▶ Aim of the exercise
The answer is an exact repeat of the entries below, with the pictures omitted.

-------- Source information --------

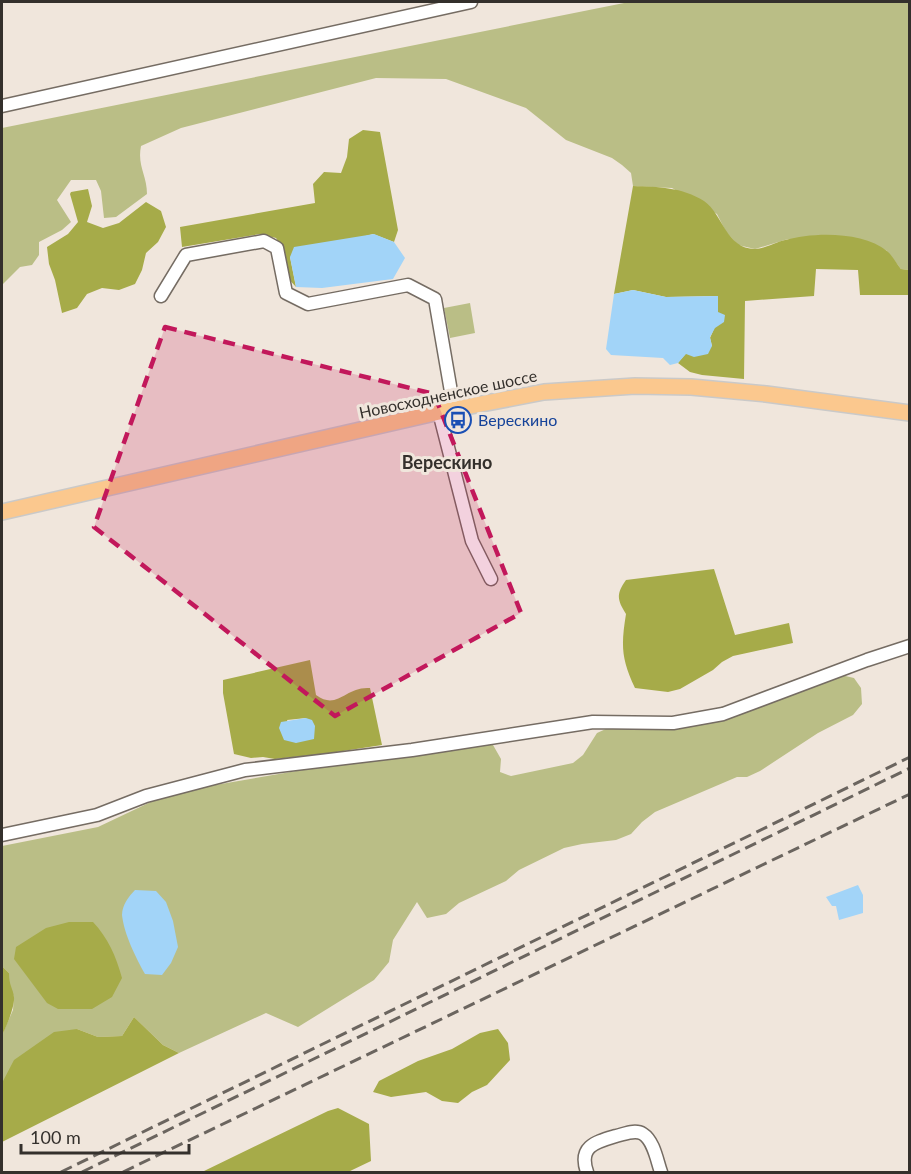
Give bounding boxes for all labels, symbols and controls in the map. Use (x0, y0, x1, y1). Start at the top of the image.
street label: Новосходненское шоссе (357, 365, 539, 422)
bus stop icon: Верескино (443, 405, 473, 435)
place label: Верескино (478, 410, 557, 429)
district label: Верескино (402, 451, 492, 473)
scale bar (21, 1117, 189, 1155)
text: 100 m (30, 1126, 81, 1148)

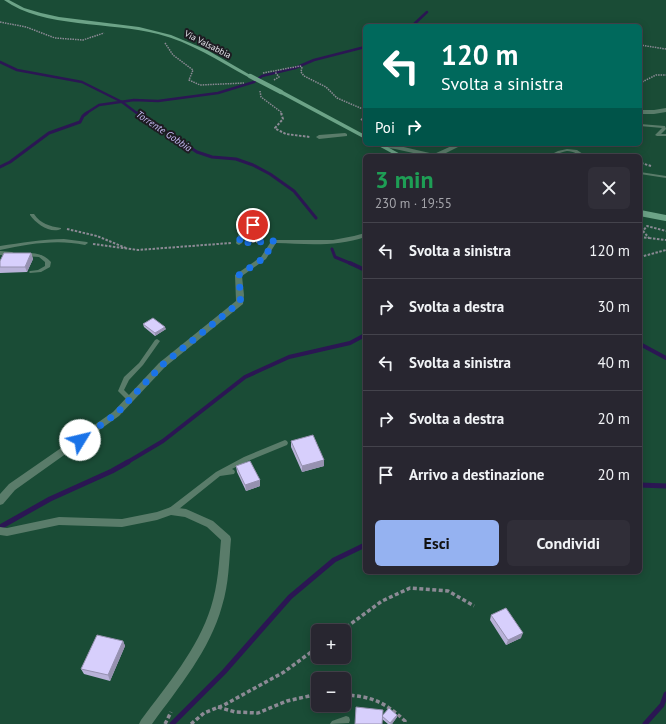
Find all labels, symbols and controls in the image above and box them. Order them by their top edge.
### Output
street label: Via Valsabbia [182,27,233,60]
text: 120 m [441,36,518,73]
icon: left [375,40,427,92]
text: Svolta a sinistra [441,72,563,95]
water label: Torrente Gobbia [134,108,195,155]
icon: right [403,116,425,138]
text: Poi [375,118,395,137]
text: 3 min [375,164,434,195]
button: close [588,167,630,209]
text: 230 m · 19:55 [375,195,452,212]
pin [236,208,270,242]
icon: arrive [242,214,264,236]
icon: left [375,240,397,262]
text: Svolta a sinistra [409,241,511,260]
text: 120 m [589,241,630,260]
icon: right [375,296,397,318]
text: Svolta a destra [409,297,504,316]
text: 30 m [597,297,630,316]
icon: left [375,352,397,374]
text: Svolta a sinistra [409,353,511,372]
text: 40 m [597,353,630,372]
icon: right [375,408,397,430]
text: Svolta a destra [409,409,504,428]
text: 20 m [597,409,630,428]
position arrow [59,419,101,461]
icon: arrive [375,464,397,486]
text: Arrivo a destinazione [409,465,544,484]
text: 20 m [597,465,630,484]
button: Esci [375,520,499,566]
button: Condividi [507,520,630,566]
map controls [311,624,351,712]
button: + [311,624,351,664]
button: − [311,672,351,712]

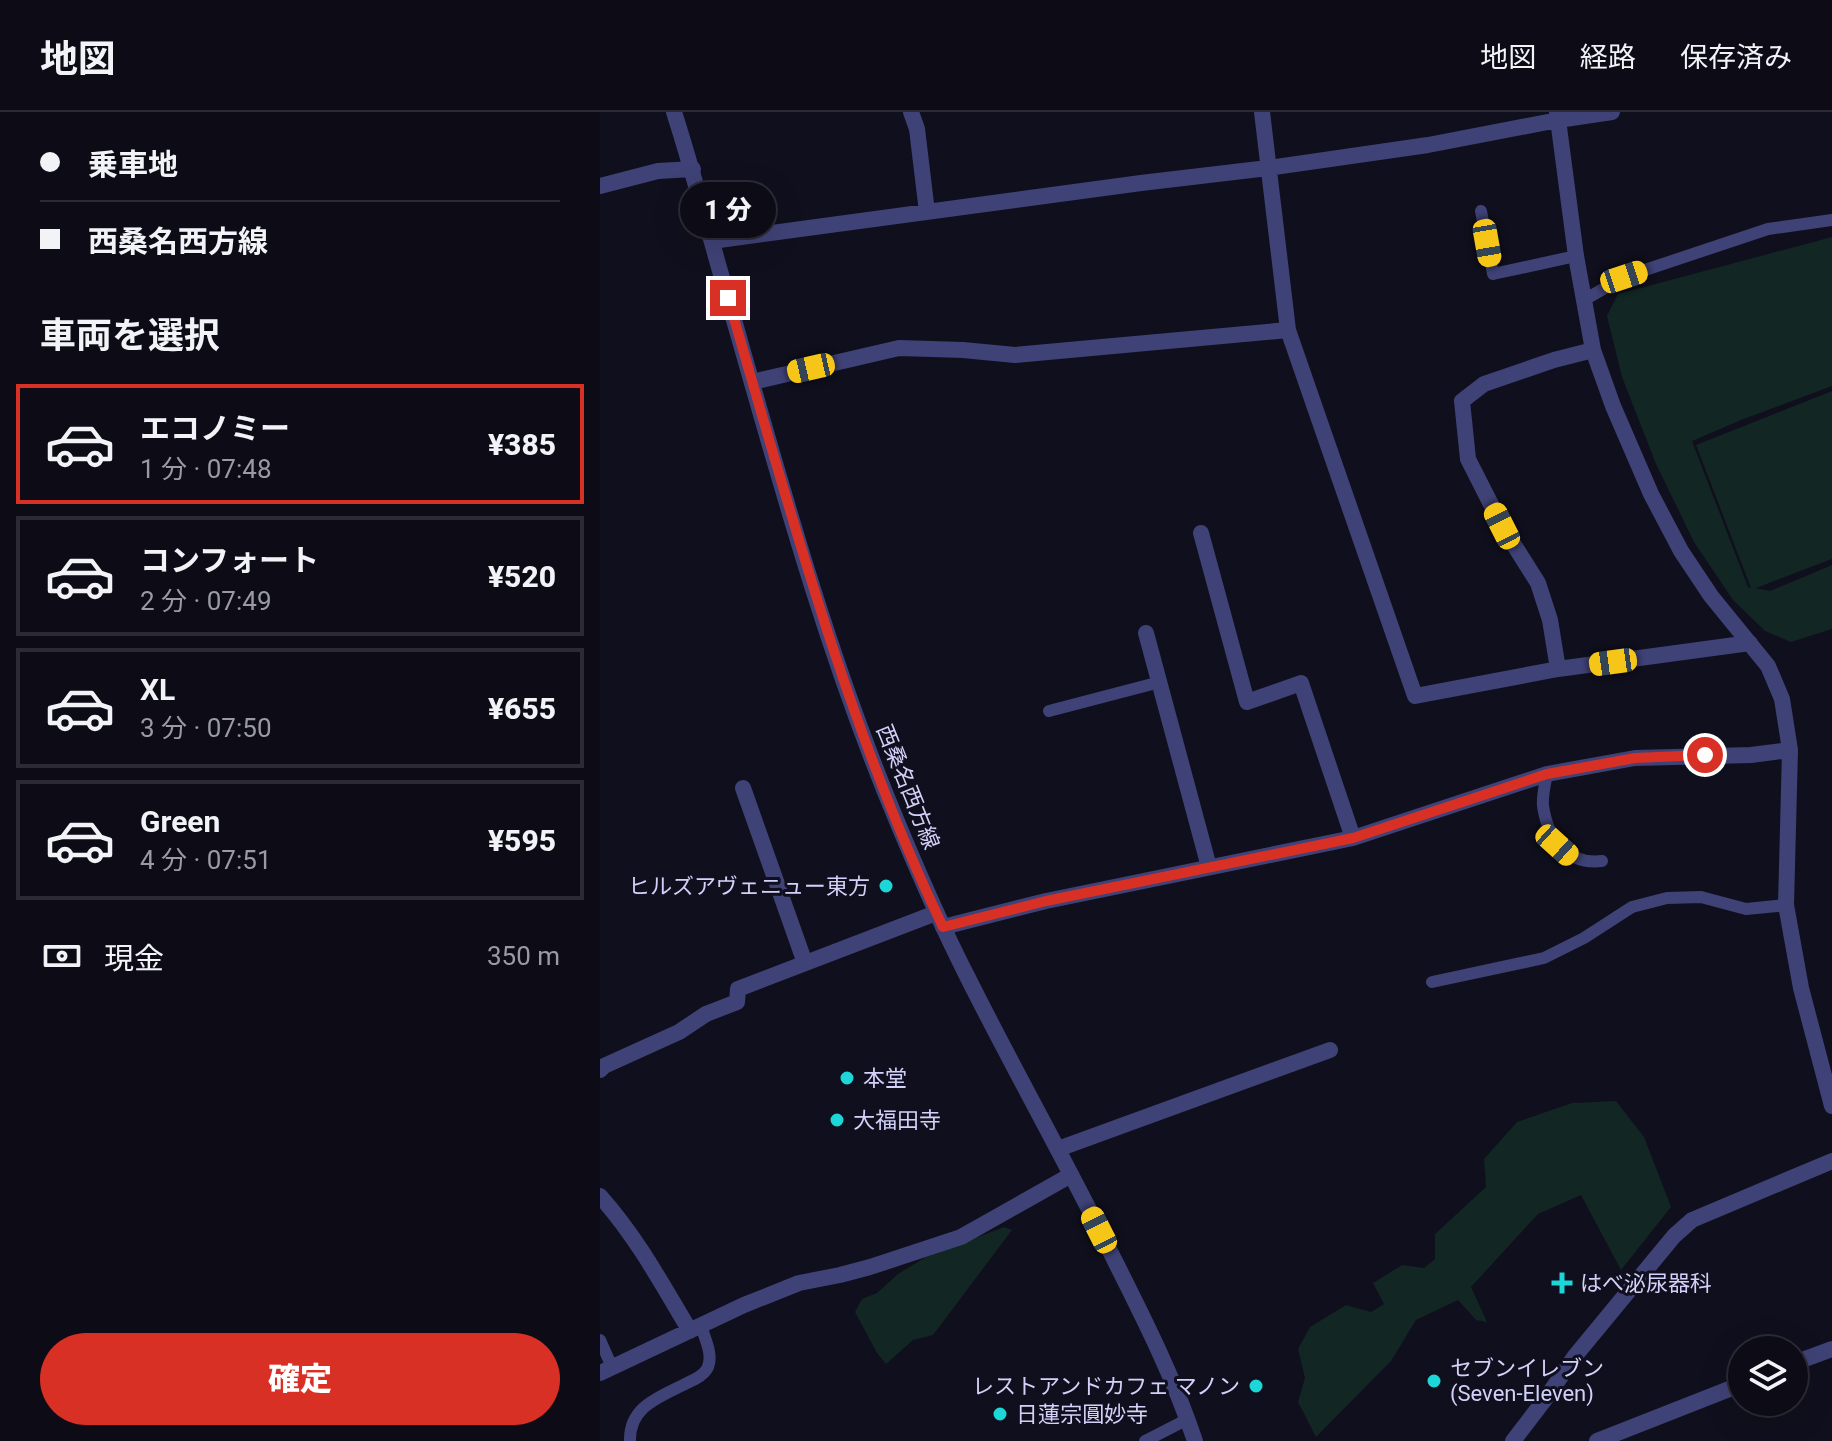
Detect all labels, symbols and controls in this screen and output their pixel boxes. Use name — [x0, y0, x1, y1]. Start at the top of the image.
text: 地図 — [40, 37, 116, 81]
text: 地図 — [1480, 41, 1536, 74]
text: 経路 — [1580, 41, 1636, 74]
text: 保存済み — [1680, 41, 1792, 74]
text: 乗車地 — [88, 147, 178, 182]
callout: 1 分 — [680, 182, 776, 238]
text: 1 分 — [704, 195, 752, 225]
car — [1471, 217, 1503, 269]
text: 西桑名西方線 — [88, 224, 268, 259]
car — [1597, 258, 1651, 296]
route end — [710, 280, 746, 316]
text: 車両を選択 — [40, 315, 220, 357]
car — [785, 351, 837, 385]
icon: car — [44, 408, 116, 480]
text: エコノミー — [140, 411, 290, 446]
text: ¥385 — [488, 427, 556, 462]
text: 1 分 · 07:48 — [140, 454, 272, 484]
car — [1480, 499, 1524, 553]
icon: car — [44, 540, 116, 612]
text: コンフォート — [140, 543, 319, 578]
text: ¥520 — [488, 559, 556, 594]
text: 2 分 · 07:49 — [140, 586, 272, 616]
car — [1588, 647, 1638, 677]
icon: car — [44, 672, 116, 744]
text: XL — [140, 672, 175, 707]
text: ¥655 — [488, 691, 556, 726]
text: 3 分 · 07:50 — [140, 713, 272, 743]
street label: 西桑名西方線 — [872, 721, 944, 853]
route start — [1687, 737, 1723, 773]
icon: car — [44, 804, 116, 876]
text: Green — [140, 804, 220, 839]
car — [1531, 820, 1583, 870]
text: ¥595 — [488, 823, 556, 858]
text: 4 分 · 07:51 — [140, 845, 272, 875]
place label: ヒルズアヴェニュー東方 — [628, 874, 870, 899]
marker: ヒルズアヴェニュー東方 — [877, 877, 895, 895]
icon: cash — [40, 934, 84, 978]
text: 現金 — [104, 941, 164, 976]
text: 350 m — [487, 941, 560, 971]
place label: 本堂 — [863, 1066, 907, 1091]
marker: 本堂 — [838, 1069, 856, 1087]
place label: 大福田寺 — [853, 1108, 941, 1133]
marker: 大福田寺 — [828, 1111, 846, 1129]
car — [1077, 1203, 1121, 1257]
place label: はべ泌尿器科 — [1580, 1271, 1712, 1296]
marker: はべ泌尿器科 — [1551, 1272, 1573, 1294]
button: 確定 — [40, 1333, 560, 1425]
map controls — [1728, 1336, 1808, 1416]
button: layers — [1728, 1336, 1808, 1416]
place label: セブンイレブン (Seven-Eleven) — [1450, 1356, 1604, 1407]
marker: セブンイレブン (Seven-Eleven) — [1425, 1372, 1443, 1390]
place label: レストアンドカフェ マノン — [972, 1374, 1240, 1399]
marker: レストアンドカフェ マノン — [1247, 1377, 1265, 1395]
place label: 日蓮宗圓妙寺 — [1016, 1402, 1148, 1427]
marker: 日蓮宗圓妙寺 — [991, 1405, 1009, 1423]

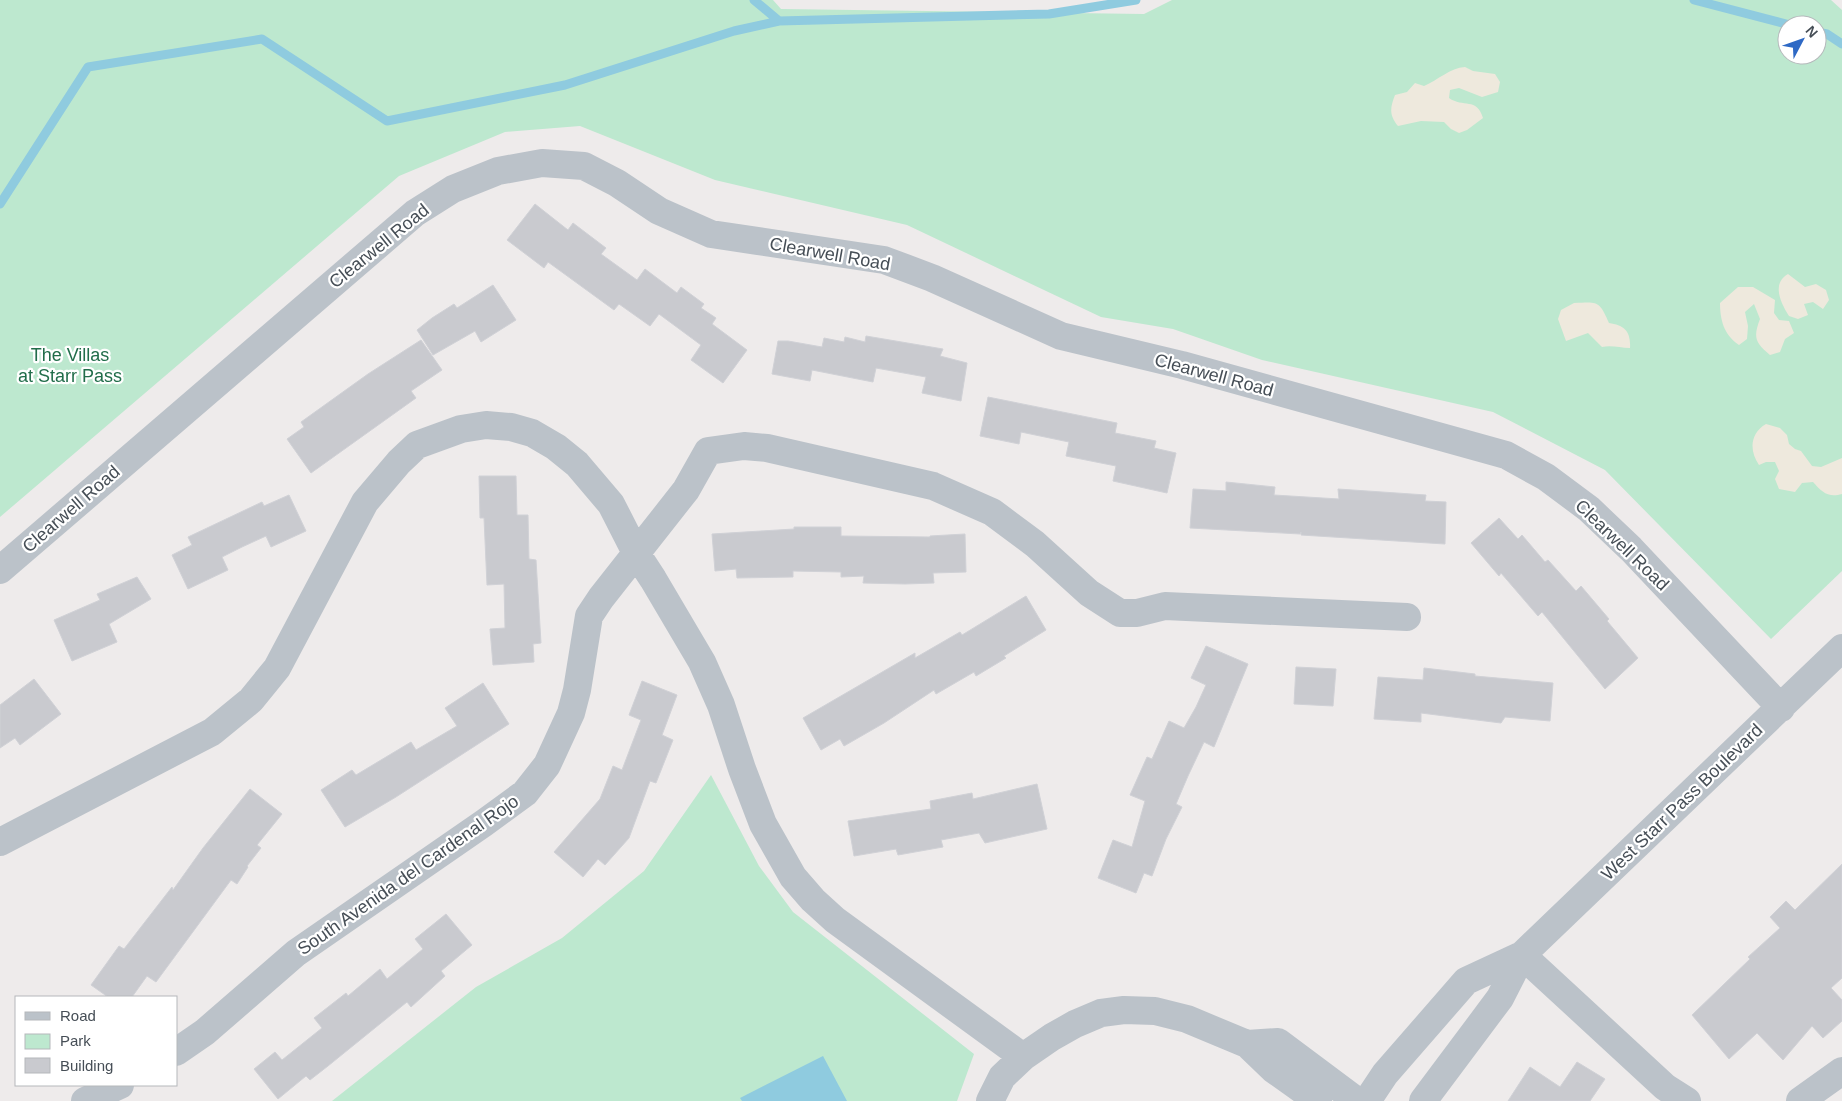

--------

▶ Result of this task
Give bounding boxes for all labels, symbols and controls in the map. Use (x0, y0, x1, y1). Start at the top of the image.
street label: Новосходненское шоссе (357, 365, 539, 422)
bus stop icon: Верескино (443, 405, 473, 435)
place label: Верескино (478, 410, 557, 429)
district label: Верескино (402, 451, 492, 473)
scale bar (21, 1117, 189, 1155)
text: 100 m (30, 1126, 81, 1148)

Find all labels, symbols and controls in the image above and box them. Order them by their top edge.
### Output
street label: Via Valsabbia [182,27,233,60]
text: 120 m [441,36,518,73]
icon: left [375,40,427,92]
text: Svolta a sinistra [441,72,563,95]
water label: Torrente Gobbia [134,108,195,155]
icon: right [403,116,425,138]
text: Poi [375,118,395,137]
text: 3 min [375,164,434,195]
button: close [588,167,630,209]
text: 230 m · 19:55 [375,195,452,212]
pin [236,208,270,242]
icon: arrive [242,214,264,236]
icon: left [375,240,397,262]
text: Svolta a sinistra [409,241,511,260]
text: 120 m [589,241,630,260]
icon: right [375,296,397,318]
text: Svolta a destra [409,297,504,316]
text: 30 m [597,297,630,316]
icon: left [375,352,397,374]
text: Svolta a sinistra [409,353,511,372]
text: 40 m [597,353,630,372]
icon: right [375,408,397,430]
text: Svolta a destra [409,409,504,428]
text: 20 m [597,409,630,428]
position arrow [59,419,101,461]
icon: arrive [375,464,397,486]
text: Arrivo a destinazione [409,465,544,484]
text: 20 m [597,465,630,484]
button: Esci [375,520,499,566]
button: Condividi [507,520,630,566]
map controls [311,624,351,712]
button: + [311,624,351,664]
button: − [311,672,351,712]

Detect all labels, symbols and controls in this screen and output their pixel boxes. Use name — [x0, y0, x1, y1]. Start at the top of the image.
text: 地図 — [40, 37, 116, 81]
text: 地図 — [1480, 41, 1536, 74]
text: 経路 — [1580, 41, 1636, 74]
text: 保存済み — [1680, 41, 1792, 74]
text: 乗車地 — [88, 147, 178, 182]
callout: 1 分 — [680, 182, 776, 238]
text: 1 分 — [704, 195, 752, 225]
car — [1471, 217, 1503, 269]
text: 西桑名西方線 — [88, 224, 268, 259]
car — [1597, 258, 1651, 296]
route end — [710, 280, 746, 316]
text: 車両を選択 — [40, 315, 220, 357]
car — [785, 351, 837, 385]
icon: car — [44, 408, 116, 480]
text: エコノミー — [140, 411, 290, 446]
text: ¥385 — [488, 427, 556, 462]
text: 1 分 · 07:48 — [140, 454, 272, 484]
car — [1480, 499, 1524, 553]
icon: car — [44, 540, 116, 612]
text: コンフォート — [140, 543, 319, 578]
text: ¥520 — [488, 559, 556, 594]
text: 2 分 · 07:49 — [140, 586, 272, 616]
car — [1588, 647, 1638, 677]
icon: car — [44, 672, 116, 744]
text: XL — [140, 672, 175, 707]
text: ¥655 — [488, 691, 556, 726]
text: 3 分 · 07:50 — [140, 713, 272, 743]
street label: 西桑名西方線 — [872, 721, 944, 853]
route start — [1687, 737, 1723, 773]
icon: car — [44, 804, 116, 876]
text: Green — [140, 804, 220, 839]
car — [1531, 820, 1583, 870]
text: ¥595 — [488, 823, 556, 858]
text: 4 分 · 07:51 — [140, 845, 272, 875]
place label: ヒルズアヴェニュー東方 — [628, 874, 870, 899]
marker: ヒルズアヴェニュー東方 — [877, 877, 895, 895]
icon: cash — [40, 934, 84, 978]
text: 現金 — [104, 941, 164, 976]
text: 350 m — [487, 941, 560, 971]
place label: 本堂 — [863, 1066, 907, 1091]
marker: 本堂 — [838, 1069, 856, 1087]
place label: 大福田寺 — [853, 1108, 941, 1133]
marker: 大福田寺 — [828, 1111, 846, 1129]
car — [1077, 1203, 1121, 1257]
place label: はべ泌尿器科 — [1580, 1271, 1712, 1296]
marker: はべ泌尿器科 — [1551, 1272, 1573, 1294]
button: 確定 — [40, 1333, 560, 1425]
map controls — [1728, 1336, 1808, 1416]
button: layers — [1728, 1336, 1808, 1416]
place label: セブンイレブン (Seven-Eleven) — [1450, 1356, 1604, 1407]
marker: セブンイレブン (Seven-Eleven) — [1425, 1372, 1443, 1390]
place label: レストアンドカフェ マノン — [972, 1374, 1240, 1399]
marker: レストアンドカフェ マノン — [1247, 1377, 1265, 1395]
place label: 日蓮宗圓妙寺 — [1016, 1402, 1148, 1427]
marker: 日蓮宗圓妙寺 — [991, 1405, 1009, 1423]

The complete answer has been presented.